LinkedIn Has Become a Marxist Coffee Morning. Your Brand Is Paying For It
10/06/2026 | Lee Taylor
By · 15/06/2026 · 4 min read
And this week it used its public LinkedIn page to publish a recap of its internal ‘Respect Week’, complete with a backronym – R.E.S.P.E.C.T: Recognition, Empathy, Support, Professionalism, Equality, Collaboration, Trust – along with reflections on “the meaning of respect on a personal level”, “psychological safety”, “self-care and wellbeing”, and a finale video. All of it served up to an audience of caravanners who logged on wanting to know about site availability in the Lake District.
It’s easy to laugh at this. Plenty of people did.
The laugh is a mistake, because what you are looking at is capture at the late stage. When an ideology has reached the caravan club, it has reached everywhere. There is no brand less threatening or more thoroughly British than the Caravan and Motorhome Club; if the ideology has reached here, the war for corporate Britain is already lost, and the wrong side won it. I have written before that it takes a long time for a whale washed up on a beach to decay to just bones. This post is what the process looks like from the outside.
“Psychological safety” did not come from caravanning. It came off American campuses, got picked up at HR conferences, and ended up in the people departments of British firms that should have known better. And here is the detail that gives the game away. The Club’s post uses American spellings. “Emphasizing.” “Prioritizing.” A 119-year-old British heritage institution writing in the dialect of a San Francisco wellness seminar. That is not a typo; that is the import label still attached to the crate. Nobody who loves this brand wrote those words.

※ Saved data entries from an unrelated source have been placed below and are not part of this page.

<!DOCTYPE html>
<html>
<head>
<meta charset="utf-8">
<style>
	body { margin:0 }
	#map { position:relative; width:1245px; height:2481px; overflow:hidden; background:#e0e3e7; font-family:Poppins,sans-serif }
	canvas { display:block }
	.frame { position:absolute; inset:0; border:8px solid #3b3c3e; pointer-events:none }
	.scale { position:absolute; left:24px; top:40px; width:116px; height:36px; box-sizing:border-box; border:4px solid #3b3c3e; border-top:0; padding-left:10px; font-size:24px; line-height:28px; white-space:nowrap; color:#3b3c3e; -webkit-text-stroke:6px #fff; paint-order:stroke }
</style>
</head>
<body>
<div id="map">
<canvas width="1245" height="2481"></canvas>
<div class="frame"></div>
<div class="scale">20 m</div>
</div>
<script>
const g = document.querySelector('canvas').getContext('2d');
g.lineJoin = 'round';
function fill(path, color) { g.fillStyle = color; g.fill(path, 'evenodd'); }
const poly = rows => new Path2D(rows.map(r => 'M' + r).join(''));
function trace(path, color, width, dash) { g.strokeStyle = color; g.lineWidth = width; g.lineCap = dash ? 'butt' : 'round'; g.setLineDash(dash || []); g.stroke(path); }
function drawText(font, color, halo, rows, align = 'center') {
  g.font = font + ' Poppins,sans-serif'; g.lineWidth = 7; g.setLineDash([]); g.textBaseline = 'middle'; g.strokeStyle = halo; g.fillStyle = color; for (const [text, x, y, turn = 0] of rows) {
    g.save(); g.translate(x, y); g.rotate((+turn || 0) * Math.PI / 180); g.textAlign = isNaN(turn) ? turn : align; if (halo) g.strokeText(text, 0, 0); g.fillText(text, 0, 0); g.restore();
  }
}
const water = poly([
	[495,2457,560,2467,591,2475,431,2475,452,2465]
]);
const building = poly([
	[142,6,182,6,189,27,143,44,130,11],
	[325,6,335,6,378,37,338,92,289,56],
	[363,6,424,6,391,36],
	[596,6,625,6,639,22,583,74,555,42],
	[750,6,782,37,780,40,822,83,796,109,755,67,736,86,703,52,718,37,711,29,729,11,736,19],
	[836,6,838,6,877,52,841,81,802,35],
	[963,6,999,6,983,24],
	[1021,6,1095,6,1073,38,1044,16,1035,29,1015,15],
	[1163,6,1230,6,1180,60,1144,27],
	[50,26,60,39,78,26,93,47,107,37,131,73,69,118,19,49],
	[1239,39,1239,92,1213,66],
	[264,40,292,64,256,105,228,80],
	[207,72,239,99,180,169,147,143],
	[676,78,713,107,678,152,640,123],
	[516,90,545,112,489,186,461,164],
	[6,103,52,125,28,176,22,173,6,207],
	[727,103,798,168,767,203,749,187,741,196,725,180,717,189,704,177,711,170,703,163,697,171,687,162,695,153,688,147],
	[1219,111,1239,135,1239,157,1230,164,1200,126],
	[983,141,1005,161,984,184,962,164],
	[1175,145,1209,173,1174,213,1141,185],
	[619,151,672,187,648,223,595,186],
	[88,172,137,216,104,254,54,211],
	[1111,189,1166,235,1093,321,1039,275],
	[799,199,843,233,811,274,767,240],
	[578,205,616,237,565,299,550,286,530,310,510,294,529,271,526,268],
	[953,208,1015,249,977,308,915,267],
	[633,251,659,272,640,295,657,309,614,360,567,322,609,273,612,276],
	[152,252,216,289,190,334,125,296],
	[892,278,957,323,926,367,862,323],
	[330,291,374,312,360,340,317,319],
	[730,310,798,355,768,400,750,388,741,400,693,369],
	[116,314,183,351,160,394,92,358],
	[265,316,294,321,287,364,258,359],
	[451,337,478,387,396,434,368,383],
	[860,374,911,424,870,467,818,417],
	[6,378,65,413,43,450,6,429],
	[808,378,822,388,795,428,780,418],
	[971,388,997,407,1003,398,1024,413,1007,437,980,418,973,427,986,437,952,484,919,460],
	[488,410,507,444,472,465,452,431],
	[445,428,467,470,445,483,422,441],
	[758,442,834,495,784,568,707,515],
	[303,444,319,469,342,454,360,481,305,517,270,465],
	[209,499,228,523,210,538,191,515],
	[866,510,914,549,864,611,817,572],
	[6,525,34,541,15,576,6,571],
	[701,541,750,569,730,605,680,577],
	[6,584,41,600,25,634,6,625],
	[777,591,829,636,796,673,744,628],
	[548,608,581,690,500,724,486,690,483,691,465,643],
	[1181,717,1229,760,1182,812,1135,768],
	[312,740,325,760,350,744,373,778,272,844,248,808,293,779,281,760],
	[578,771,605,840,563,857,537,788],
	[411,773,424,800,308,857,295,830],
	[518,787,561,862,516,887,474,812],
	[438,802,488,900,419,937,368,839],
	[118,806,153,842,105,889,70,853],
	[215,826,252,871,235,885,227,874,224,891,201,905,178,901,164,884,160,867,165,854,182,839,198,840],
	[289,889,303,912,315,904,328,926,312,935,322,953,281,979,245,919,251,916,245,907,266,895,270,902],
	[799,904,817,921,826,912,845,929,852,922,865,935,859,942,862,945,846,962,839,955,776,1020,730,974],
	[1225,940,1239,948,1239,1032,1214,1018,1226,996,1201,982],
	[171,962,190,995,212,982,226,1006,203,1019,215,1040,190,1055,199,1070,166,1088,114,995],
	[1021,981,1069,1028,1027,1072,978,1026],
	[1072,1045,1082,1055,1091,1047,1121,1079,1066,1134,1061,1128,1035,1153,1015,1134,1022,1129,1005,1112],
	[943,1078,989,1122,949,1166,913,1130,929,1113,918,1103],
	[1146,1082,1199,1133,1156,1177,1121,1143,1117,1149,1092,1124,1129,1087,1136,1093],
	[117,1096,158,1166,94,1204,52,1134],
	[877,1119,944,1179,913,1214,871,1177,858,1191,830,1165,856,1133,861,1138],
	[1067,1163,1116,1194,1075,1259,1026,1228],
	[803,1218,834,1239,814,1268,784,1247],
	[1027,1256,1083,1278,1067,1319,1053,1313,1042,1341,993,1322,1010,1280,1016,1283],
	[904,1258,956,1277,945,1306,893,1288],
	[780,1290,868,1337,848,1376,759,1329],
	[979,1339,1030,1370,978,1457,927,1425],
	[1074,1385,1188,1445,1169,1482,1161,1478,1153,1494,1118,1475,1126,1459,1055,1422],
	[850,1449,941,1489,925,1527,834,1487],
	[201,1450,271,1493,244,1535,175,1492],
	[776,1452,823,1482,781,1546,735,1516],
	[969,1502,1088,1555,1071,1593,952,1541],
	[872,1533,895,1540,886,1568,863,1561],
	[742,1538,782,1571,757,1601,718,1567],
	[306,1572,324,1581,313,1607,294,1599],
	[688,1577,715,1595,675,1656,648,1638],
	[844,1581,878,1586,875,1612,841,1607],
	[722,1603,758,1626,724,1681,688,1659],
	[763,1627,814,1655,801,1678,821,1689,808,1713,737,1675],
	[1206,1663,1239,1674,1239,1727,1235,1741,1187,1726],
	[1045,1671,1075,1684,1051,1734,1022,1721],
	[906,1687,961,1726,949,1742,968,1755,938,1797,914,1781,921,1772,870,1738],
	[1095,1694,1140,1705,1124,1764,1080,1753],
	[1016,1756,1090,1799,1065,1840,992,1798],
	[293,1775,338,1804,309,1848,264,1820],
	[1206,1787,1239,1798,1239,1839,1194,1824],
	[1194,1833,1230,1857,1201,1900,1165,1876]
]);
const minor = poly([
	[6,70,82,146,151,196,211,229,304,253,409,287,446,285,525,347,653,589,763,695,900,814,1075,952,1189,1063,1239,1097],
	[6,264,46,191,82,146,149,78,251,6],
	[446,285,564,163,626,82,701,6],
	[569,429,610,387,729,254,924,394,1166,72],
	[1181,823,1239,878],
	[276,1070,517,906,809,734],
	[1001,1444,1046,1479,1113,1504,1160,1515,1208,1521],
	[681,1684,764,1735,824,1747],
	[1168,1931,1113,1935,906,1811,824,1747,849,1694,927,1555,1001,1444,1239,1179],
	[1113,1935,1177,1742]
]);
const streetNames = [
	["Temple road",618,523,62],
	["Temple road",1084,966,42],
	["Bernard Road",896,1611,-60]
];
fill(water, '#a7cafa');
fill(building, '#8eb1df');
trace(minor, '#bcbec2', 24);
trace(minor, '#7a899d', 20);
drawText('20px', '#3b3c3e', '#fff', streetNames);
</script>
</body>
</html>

Why does any of this matter? Because the ideology behind the language is poisonous, and not in some vague, abstract sense. Follow the logic through. It starts by recasting grown adults as fragile – an employee who needs a themed week and a video ceremony to grasp the concept of respect is being handled as a safeguarding case, not a colleague. Then it manufactures the very grievance it claims to cure. Tell a workforce daily that it is psychologically unsafe and, sure enough, it will begin to feel unsafe, at which point the programme expands to meet the demand it created. Neat trick. And none of it is new. The workshop where colleagues sit in a circle and reflect on their attitudes has a direct ancestor in the Maoist struggle session: confess the incorrect thought, affirm the approved values, repeat until sincere. The twentieth century ran that experiment at national scale and the results are not in dispute. We just gave it a lanyard and a finale video. Underneath it all sits a permanent internal bureaucracy whose budget, headcount and away-day calendar depend on the problem never, ever being solved. (I have written previously about HR departments being handed far too much power in the name of empathy and wellness.) I’m yet to hear of a great company built by its HR department; I can name several held back by one.
We know where this road ends, because other brands have driven down it at speed. Bud Light cost Anheuser-Busch $1.4 billion in lost North American revenue when ideology reached its shop window. Gillette lectured its own customers about masculinity and never got that audience back. The Caravan Club hasn’t insulted its members yet. It has merely bored and bewildered them. It’s the same disease at an earlier stage. It won’t stay early.
Now think about what was squandered. A claimed million caravanners, 2,700 places to pitch a van and 119 years of touring history – the sort of heritage most marketers would kill for. All of that, and the channel got spent on an internal ceremony nobody outside the building asked to see. Marketing is supposed to sell things, and it works when you understand the customer well enough to say something they actually want to hear, at the moment they want to hear it. What do the Club’s members actually want? Good sites, fair prices, a booking system that works. Not one of those things appears in a backronym.
Of course companies should treat staff decently. There’s nothing wrong with that. But decent treatment doesn’t need an acronym. It certainly doesn’t need a finale video. Respect is a behaviour, not a programme. The moment it becomes a programme, it has become someone’s job, and that someone now needs you to keep failing at it.
So here is the demand, plainly put. Get this ideology out of the business – off the public channels first, then out of whichever budget line it has nested in. Marketing talks to customers and HR sticks to payroll. The therapy sessions stay in-house, if they happen at all.
Members want a decent pitch at a fair price and a booking system that works. Give them that, and keep the lanyards in the office.